I made a cole slaw with cabbage, carrots, parsley, olive oil and apple cider vinegar. Truthfully, I didn't like it that much. I make another coleslaw with lime juice and cilantro that I liked much better. I wasn't going to throw it away, so for dinner I took the leftover coleslaw and cooked it in a little bit of leftover beef broth and tomatoes. Then I really liked it and want to make more as soon as I get more parsley. 

In other news, apparently there was a big storm while we were gone and lots of limbs fell in our yard. Thankfully none of the limbs fell on our house or vehicles. One of the limbs fell on our fence that I built to trellis the tomatoes. Thankfully, our neighbor saw it and pulled it off while we were gone, and since it fell on the fence, none of the plants were harmed. 

It even punctured a hole in the board when it fell. It was definitely a close call and I am so thankful the fence was there. 

On Thursday, we finally cut our grass and collected all the limbs and branches that fell in the storm. I look at the pile and give thanks that nothing was damaged!

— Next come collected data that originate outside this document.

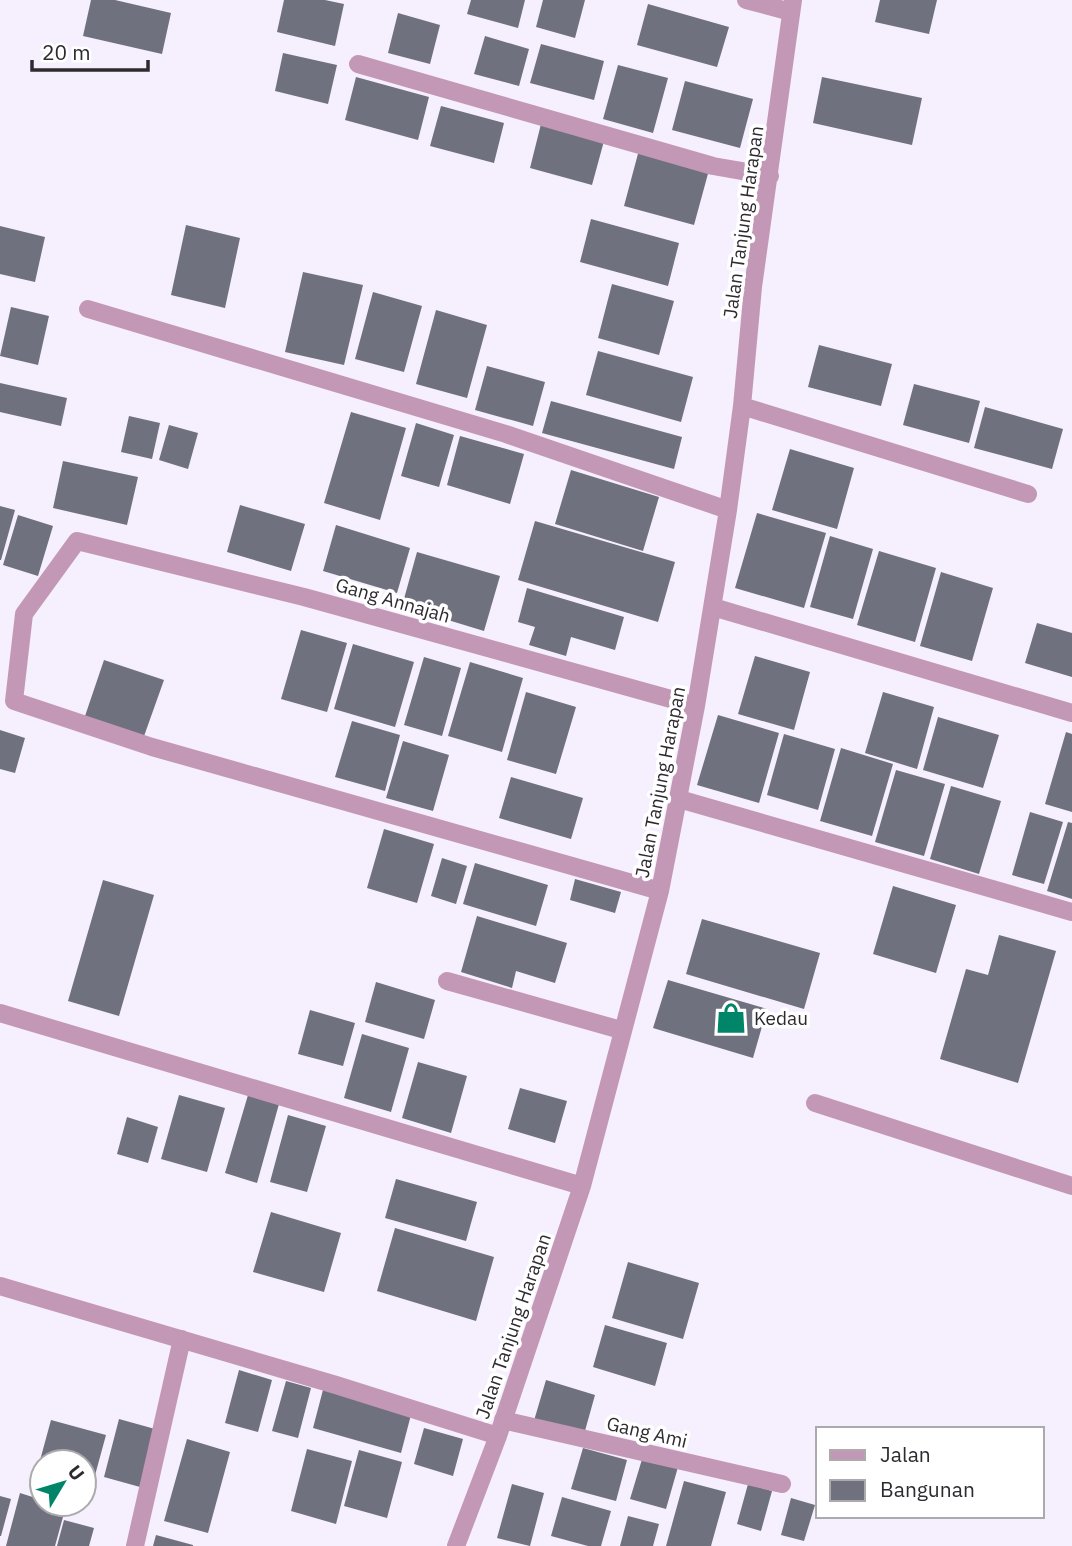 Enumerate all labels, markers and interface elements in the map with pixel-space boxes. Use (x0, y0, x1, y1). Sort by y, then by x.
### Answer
scale bar (32, 28, 147, 72)
text: 20 m (42, 38, 91, 66)
street label: Jalan Tanjung Harapan (718, 124, 768, 320)
street label: Gang Annajah (333, 572, 453, 628)
street label: Jalan Tanjung Harapan (630, 684, 690, 880)
shop icon: Kedau (714, 1001, 748, 1035)
place label: Kedau (754, 1006, 808, 1030)
street label: Jalan Tanjung Harapan (470, 1230, 556, 1422)
street label: Gang Ami (604, 1411, 690, 1453)
legend (816, 1427, 1044, 1518)
text: Jalan (880, 1440, 931, 1468)
north arrow (28, 1448, 98, 1518)
text: U (63, 1460, 90, 1485)
text: Bangunan (880, 1475, 975, 1503) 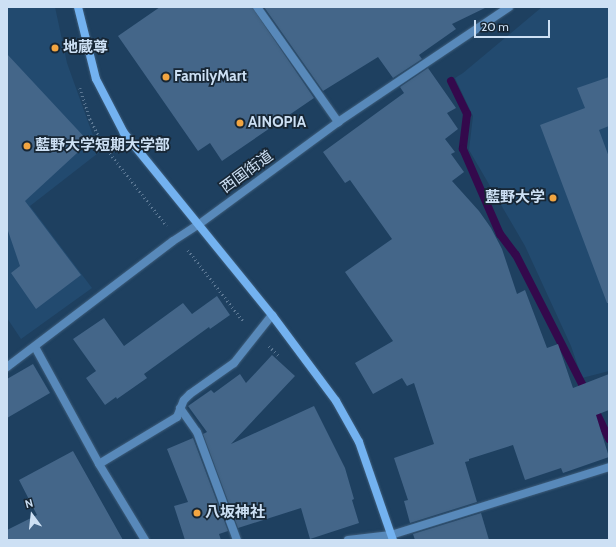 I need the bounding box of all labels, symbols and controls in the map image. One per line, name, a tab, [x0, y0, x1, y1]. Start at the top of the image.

As far as our summer, Chris and I are both enjoying some down-time and have had the opportunity to work on some projects around the house. Since we got back on Monday we have cleaned out the garage and hung cabinets, cleaned up our yard and Chris built a gate so we can get from our back deck to the yard. I told Chris that I finally feel like a responsible homeowner :).

I think it turned out great. 

So, what about you guys? Are you growing anything? Do you feel like an irresponsible homeowner when the grass isn't cut?